## [The problem]
A copy is needed of each line in the records that has the word "then".

[Stored data]
* * *

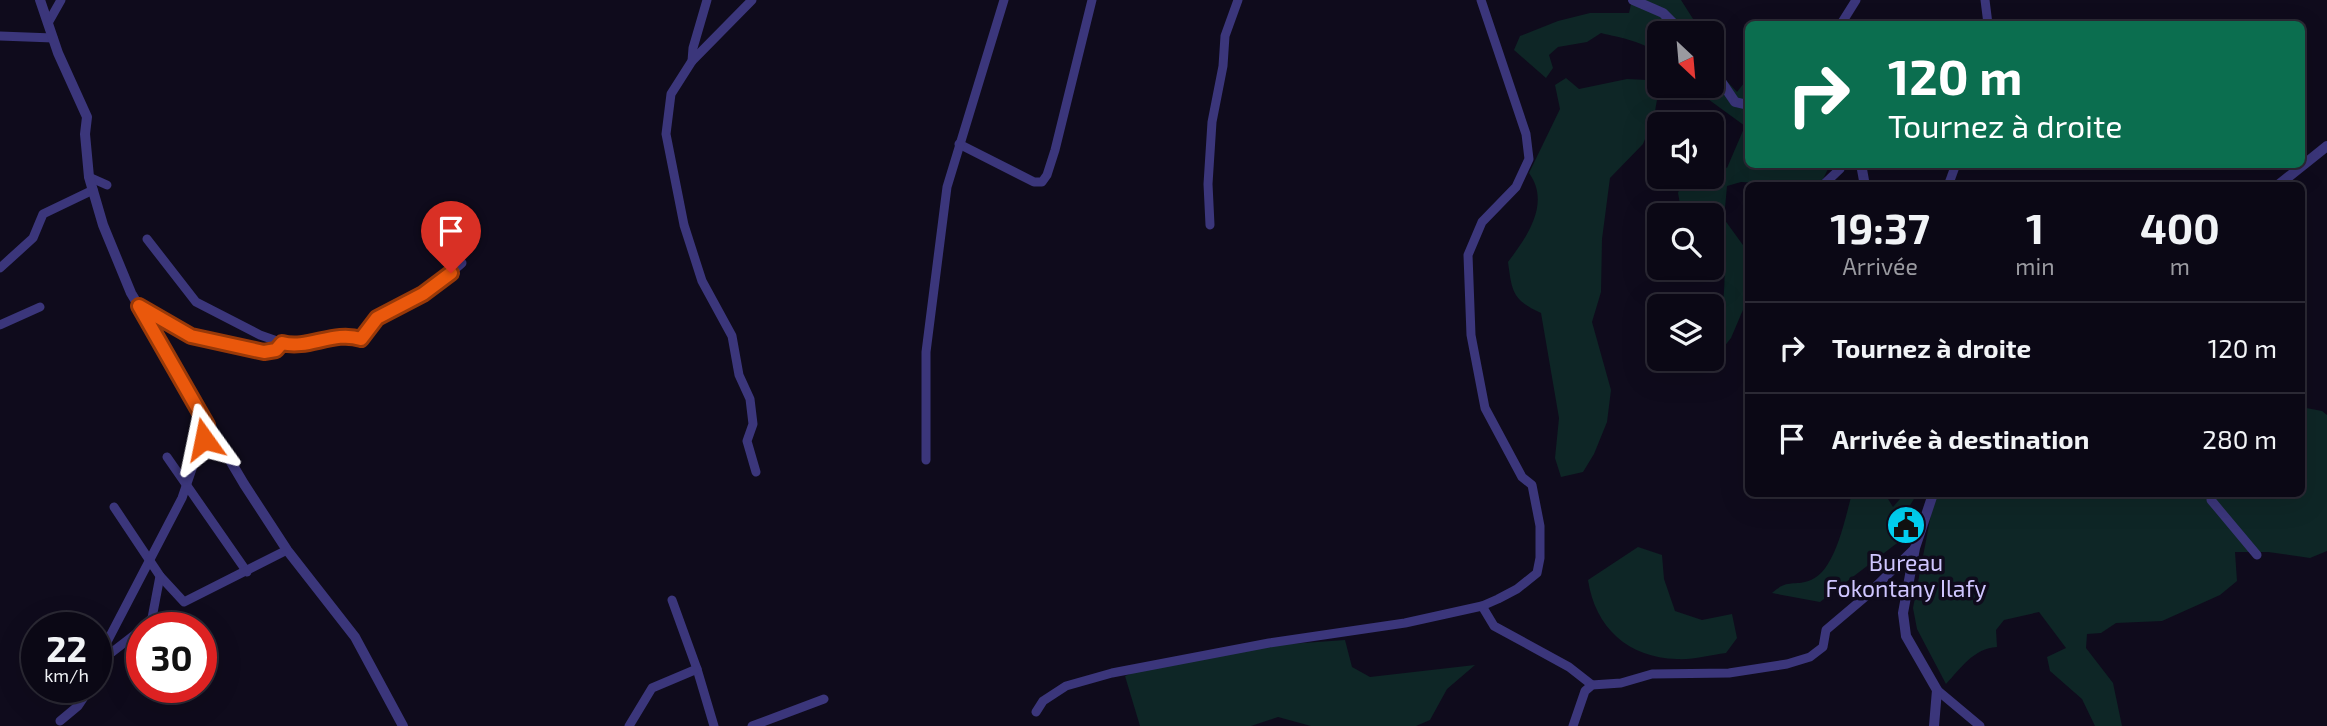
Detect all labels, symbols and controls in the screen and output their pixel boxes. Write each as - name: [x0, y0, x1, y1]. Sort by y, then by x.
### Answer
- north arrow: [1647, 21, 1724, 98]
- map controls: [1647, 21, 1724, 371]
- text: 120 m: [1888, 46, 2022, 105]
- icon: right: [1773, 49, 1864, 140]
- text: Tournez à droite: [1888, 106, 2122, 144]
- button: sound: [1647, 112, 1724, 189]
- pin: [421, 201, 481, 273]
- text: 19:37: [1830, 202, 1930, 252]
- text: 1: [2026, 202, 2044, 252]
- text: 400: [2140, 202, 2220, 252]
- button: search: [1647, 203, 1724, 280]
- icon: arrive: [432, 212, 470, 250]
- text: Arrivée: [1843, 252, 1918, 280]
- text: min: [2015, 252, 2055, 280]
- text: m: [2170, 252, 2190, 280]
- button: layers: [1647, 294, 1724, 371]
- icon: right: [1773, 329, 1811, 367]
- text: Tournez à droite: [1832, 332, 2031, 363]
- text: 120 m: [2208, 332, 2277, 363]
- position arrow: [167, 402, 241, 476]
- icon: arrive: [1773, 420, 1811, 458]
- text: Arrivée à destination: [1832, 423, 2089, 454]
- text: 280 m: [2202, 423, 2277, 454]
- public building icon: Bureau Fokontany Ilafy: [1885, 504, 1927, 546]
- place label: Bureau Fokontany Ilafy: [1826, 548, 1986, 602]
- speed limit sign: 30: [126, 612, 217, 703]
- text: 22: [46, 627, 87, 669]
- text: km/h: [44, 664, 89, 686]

* * *

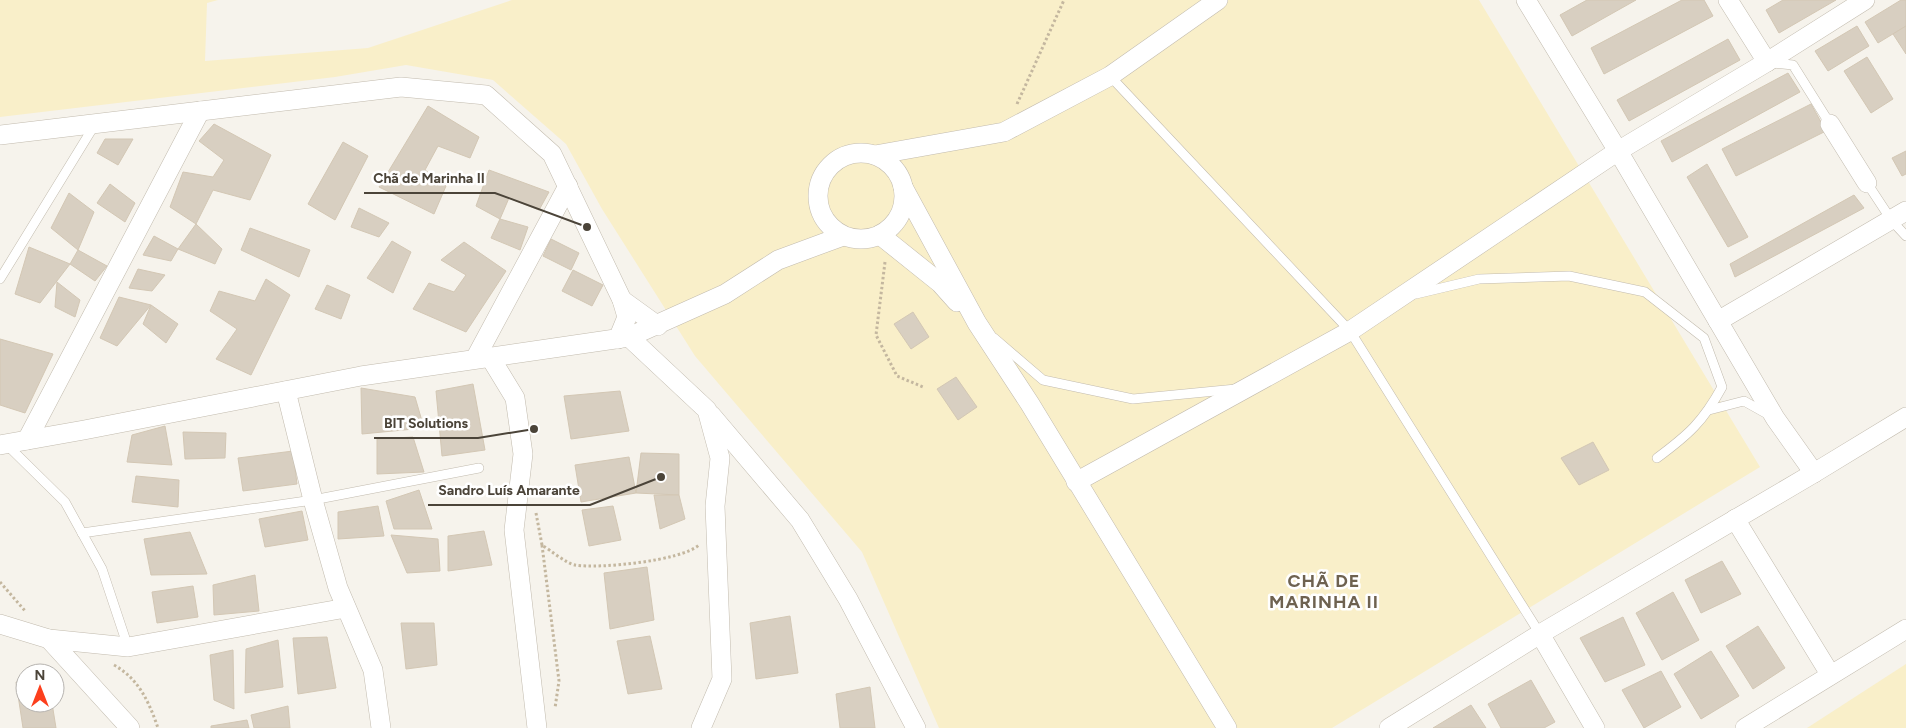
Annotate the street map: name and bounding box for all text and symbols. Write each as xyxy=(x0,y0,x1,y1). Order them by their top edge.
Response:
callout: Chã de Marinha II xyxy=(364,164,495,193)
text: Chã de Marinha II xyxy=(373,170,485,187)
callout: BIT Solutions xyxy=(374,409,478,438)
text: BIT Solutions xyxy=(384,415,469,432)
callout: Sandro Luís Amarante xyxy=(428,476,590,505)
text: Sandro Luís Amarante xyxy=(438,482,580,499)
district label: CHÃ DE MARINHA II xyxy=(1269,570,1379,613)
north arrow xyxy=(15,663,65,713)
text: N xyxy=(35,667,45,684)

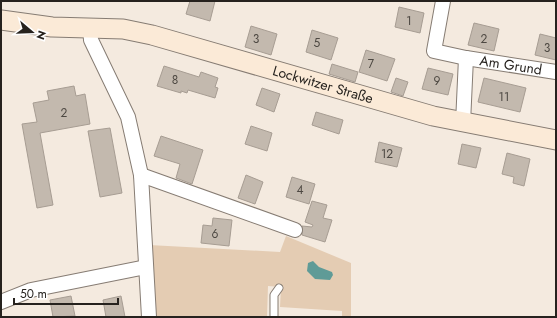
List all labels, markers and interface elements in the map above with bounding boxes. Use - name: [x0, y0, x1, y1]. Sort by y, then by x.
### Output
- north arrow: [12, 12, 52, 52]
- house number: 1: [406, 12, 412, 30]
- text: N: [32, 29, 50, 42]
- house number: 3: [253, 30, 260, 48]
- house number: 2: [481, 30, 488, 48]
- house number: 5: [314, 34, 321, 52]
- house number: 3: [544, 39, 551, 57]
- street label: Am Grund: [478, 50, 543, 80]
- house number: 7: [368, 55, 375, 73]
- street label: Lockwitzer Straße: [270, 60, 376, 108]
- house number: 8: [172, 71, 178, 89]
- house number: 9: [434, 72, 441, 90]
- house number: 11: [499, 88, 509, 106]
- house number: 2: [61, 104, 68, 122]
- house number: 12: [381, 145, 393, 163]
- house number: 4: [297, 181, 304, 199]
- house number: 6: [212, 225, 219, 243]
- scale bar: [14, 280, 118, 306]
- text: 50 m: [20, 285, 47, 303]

* * *

## [Exercise output]
Detect all labels, symbols and controls in the screen and output their pixel boxes. Write each as - name: [x0, y0, x1, y1]. Sort by y, then by x.
List all labels, markers and interface elements in the map above with bounding boxes. Use - name: [x0, y0, x1, y1]. Sort by y, then by x.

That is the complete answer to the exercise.